EXERCISE PROMPT:
Return only the lines from the start of the records through the line that contains "c.lineJoin = 'round';", inclusive; leave out all pictures.

Stored items:

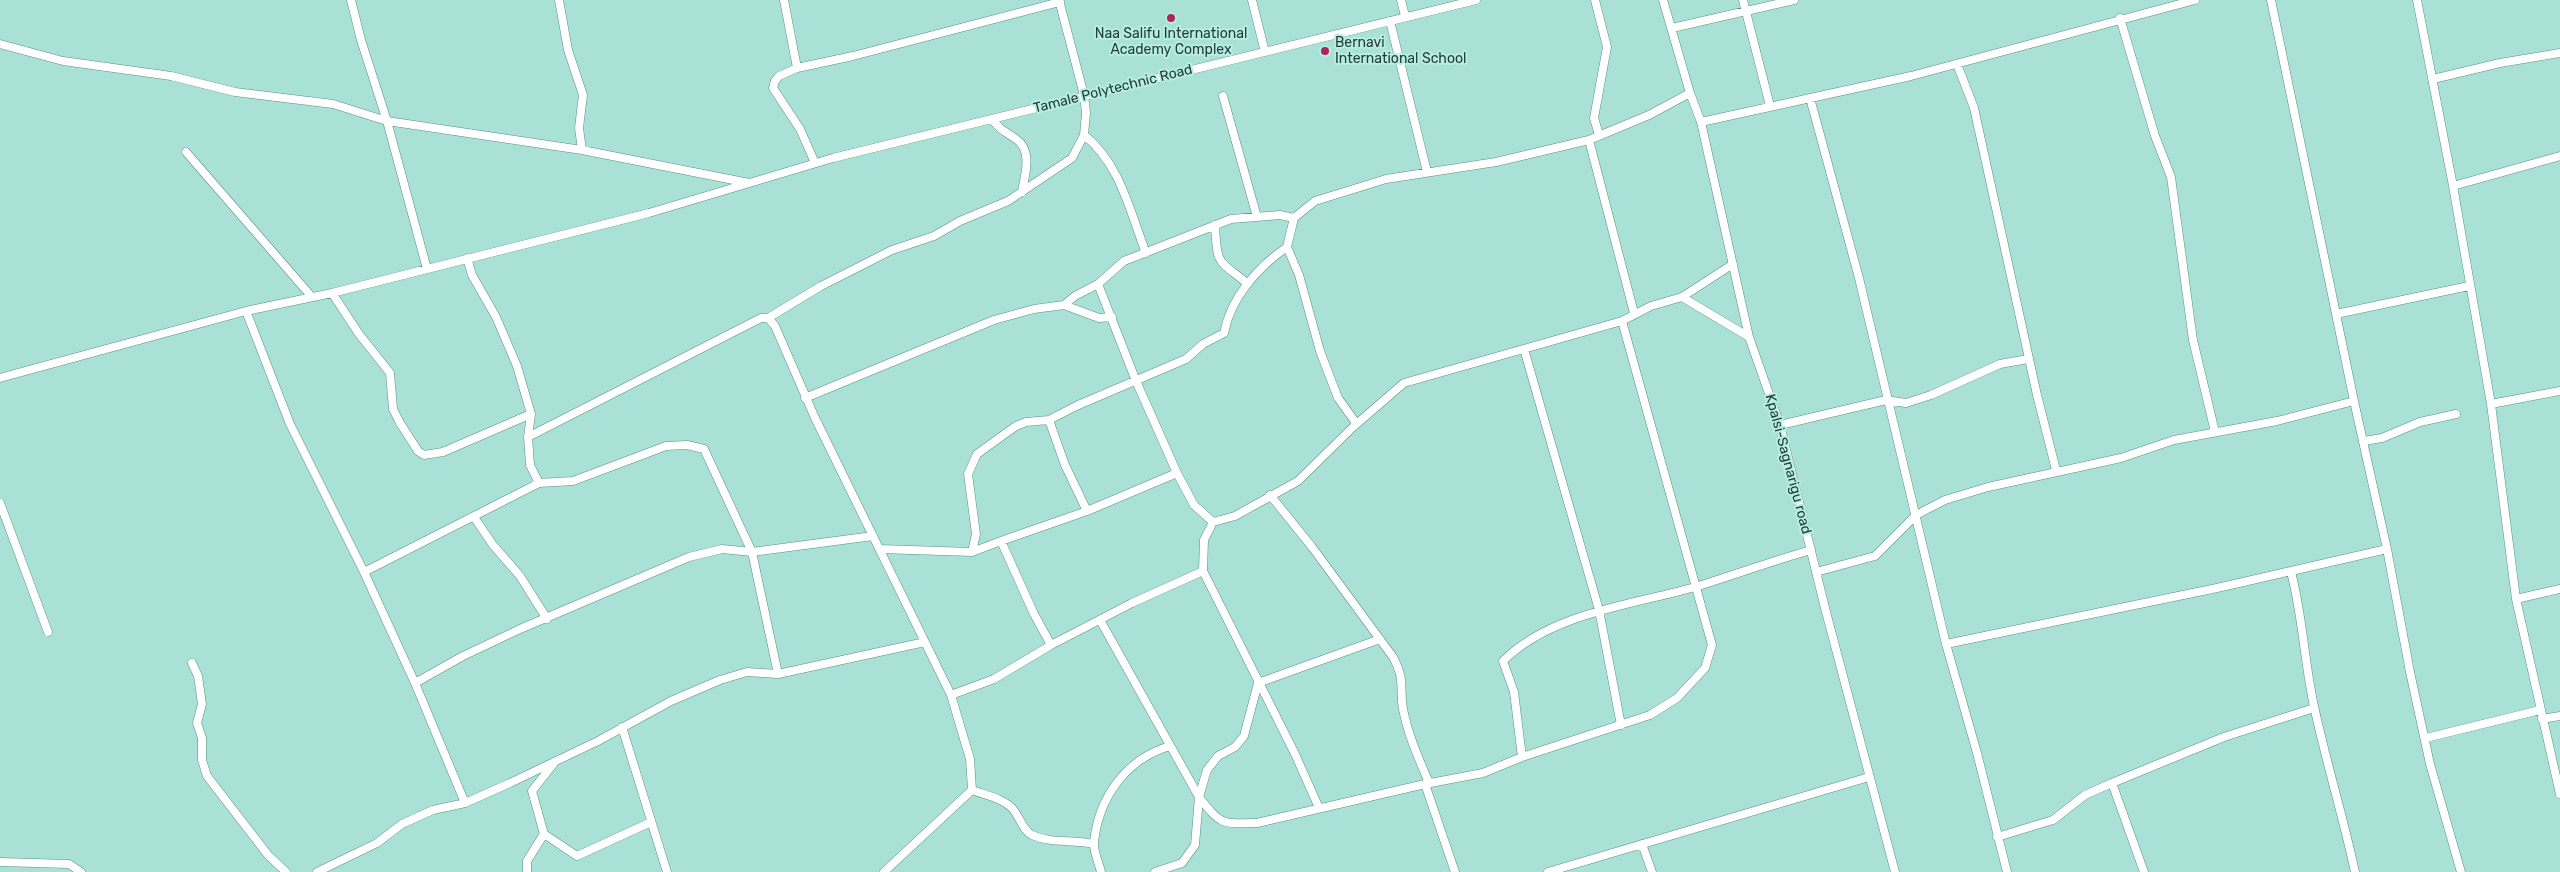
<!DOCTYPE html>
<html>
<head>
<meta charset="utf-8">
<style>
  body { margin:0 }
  canvas { display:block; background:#a9e1d6 }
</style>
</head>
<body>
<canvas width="2560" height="872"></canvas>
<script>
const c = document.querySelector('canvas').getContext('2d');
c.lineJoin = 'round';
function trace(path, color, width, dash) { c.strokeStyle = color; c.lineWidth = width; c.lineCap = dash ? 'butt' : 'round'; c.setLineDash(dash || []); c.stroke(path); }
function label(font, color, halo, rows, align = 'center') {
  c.font = font + ' Rubik,sans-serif'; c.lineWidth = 4; c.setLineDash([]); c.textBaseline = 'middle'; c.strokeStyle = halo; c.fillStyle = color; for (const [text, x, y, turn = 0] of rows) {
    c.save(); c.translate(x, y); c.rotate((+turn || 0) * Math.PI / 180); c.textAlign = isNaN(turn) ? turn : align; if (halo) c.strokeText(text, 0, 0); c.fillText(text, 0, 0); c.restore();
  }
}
const minor = new Path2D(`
  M351,0L361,40L387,121L427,269
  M559,0L568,50L583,95L579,128L582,150
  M784,0L797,68
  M1252,0L1265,52
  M1401,0L1405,16
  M1595,0L1607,47L1594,118L1599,135
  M1663,0L1690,93L1701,122L1749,337L1780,425L1825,608L1895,872
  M1743,0L1770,106
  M2271,0L2354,401L2387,549L2410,672L2430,764L2461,872
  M2417,0L2453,186L2491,404L2516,599L2560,794
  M2120,18L2155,136L2171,177L2193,340L2215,432
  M1390,21L1427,172
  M1672,28L1794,0
  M0,44L63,61L171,76L235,92L333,104L387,121L582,150L749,183
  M1957,64L1974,108L2037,395L2056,470
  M2433,79L2500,63L2560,53
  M1223,96L1257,217
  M1810,98L1859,278L1946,644L1977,753L2007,872
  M992,119C1001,131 1005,131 1016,139C1033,150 1025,175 1022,192
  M1701,122L1911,76L2195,0
  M1084,135C1120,163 1130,212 1146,253
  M1589,140L1634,313
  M186,152L311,296
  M815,163L800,129L773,88L775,81L779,76L797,68L853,56L1060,2
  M2453,186L2560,156
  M1215,225C1217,267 1218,259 1248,284
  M467,258L472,275L496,317L517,366L531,414L528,437L530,465L539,483
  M1098,284L1136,381L1177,473L1194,505L1213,522L1204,540L1203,571L1295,754L1319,808
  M332,293L359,334L390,373L393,409L400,423L418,451L424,455L443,452L531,414
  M1682,297L1749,337
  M1064,305L1075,296L1098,284L1124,261L1231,219L1280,215L1294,218
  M246,311L290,424L364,572L415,683L465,803
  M2336,314L2469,286
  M768,318L821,286L892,250L934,236L960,221L1008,201L1072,158L1084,135L1086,113L1084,95L1059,0
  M1524,349L1599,610L1621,725
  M0,378L246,311L332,293L649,213L833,158L1476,0
  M805,398L994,320L1034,309L1064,305L1099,318L1112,317
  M2491,404L2560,391
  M1049,420L1065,465L1087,511
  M1356,423L1338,398L1320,351L1299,275L1287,247L1294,218L1315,201L1386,179L1496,162L1589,140L1649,115L1690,93
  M1780,425L1886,400L1906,403L1931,395L2000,364L2028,359
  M528,437L761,318H768L775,326L815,418L951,695L970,759L972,790L884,872
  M2364,441L2382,438L2420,422L2456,414
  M1270,495L1312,547L1393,657C1406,682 1399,686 1403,709C1408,735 1419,759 1429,783
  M0,503L48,632
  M474,517L493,545L520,576L547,619
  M1213,522L1235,516L1298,481L1353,427L1404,383L1622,321L1651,306L1682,297L1733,264
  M1001,541L1087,511L1177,473
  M880,549L972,552L1001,541L1034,614L1051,645
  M972,552L976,534L968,474L977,454L1016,426L1026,422L1049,420L1076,406L1186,359L1203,344L1224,333C1231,297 1258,267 1287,247
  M364,572L539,483L573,481L666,446L687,445L704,449L752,552L778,674
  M1816,572L1875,556L1916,515L1945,500L1988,487L2121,458L2174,440L2277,421L2354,401
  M2291,572C2303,617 2304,661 2314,706C2326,762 2343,816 2355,872
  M2516,599L2560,589
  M1100,620L1199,797C1221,825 1221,824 1257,823L1425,784L1483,773L1522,757L1650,715L1677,698L1705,668L1712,645L1622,321
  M1946,644L2217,588L2387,549
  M192,663L198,676L202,704L197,723L202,738V760L207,776L268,855L286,872
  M415,683L463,656L520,629L689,557L722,549L752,552L873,536
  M951,695L994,679L1051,645L1132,603L1203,571
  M2542,719L2560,716
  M622,727L667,872
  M2426,738L2540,710
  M1522,757L1514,692L1503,661C1551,613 1632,605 1695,587C1734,575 1772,561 1811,550
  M1425,784L1455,872
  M972,790C985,795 1002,798 1012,808C1019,815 1023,831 1032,835C1052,844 1072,839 1094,844
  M544,834L577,856L651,822
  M1997,837L2053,820L2085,795L2112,783
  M1642,844L1652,872
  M0,862L69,864L81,872
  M317,872L377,843L402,824L433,810L465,803L510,783L598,741L671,701L720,680L747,672L778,674L925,642
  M527,872V861L544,834L532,791L554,763
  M1101,872C1099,863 1093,851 1094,842C1099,797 1126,759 1170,746
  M1155,872L1182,863L1195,845L1199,797L1207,770L1218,756L1235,747L1244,736L1258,683L1380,639
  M1548,872L1869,777
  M2144,872L2112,783L2224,737L2314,708`);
const markers = [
  [1171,18,5,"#af225c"],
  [1325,51,5,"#af225c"]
];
const poiNames = [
  ["Naa Salifu International",1171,34],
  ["Academy Complex",1171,50],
  ["Bernavi",1335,43,"left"],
  ["International School",1335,59,"left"]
];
const streetNames = [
  ["Tamale Polytechnic Road",1113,89,-14],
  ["Kpalsi-Sagnarigu road",1788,464,75]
];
trace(minor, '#5b9086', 9);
trace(minor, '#fff', 8);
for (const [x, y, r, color] of markers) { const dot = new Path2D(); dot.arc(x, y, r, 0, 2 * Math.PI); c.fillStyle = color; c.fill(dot); trace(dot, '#b6eee3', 2); }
label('14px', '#253c38', '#b6eee3', poiNames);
label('14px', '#253c38', '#b6eee3', streetNames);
</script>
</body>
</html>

REPLY TO THE EXERCISE:
<!DOCTYPE html>
<html>
<head>
<meta charset="utf-8">
<style>
  body { margin:0 }
  canvas { display:block; background:#a9e1d6 }
</style>
</head>
<body>
<canvas width="2560" height="872"></canvas>
<script>
const c = document.querySelector('canvas').getContext('2d');
c.lineJoin = 'round';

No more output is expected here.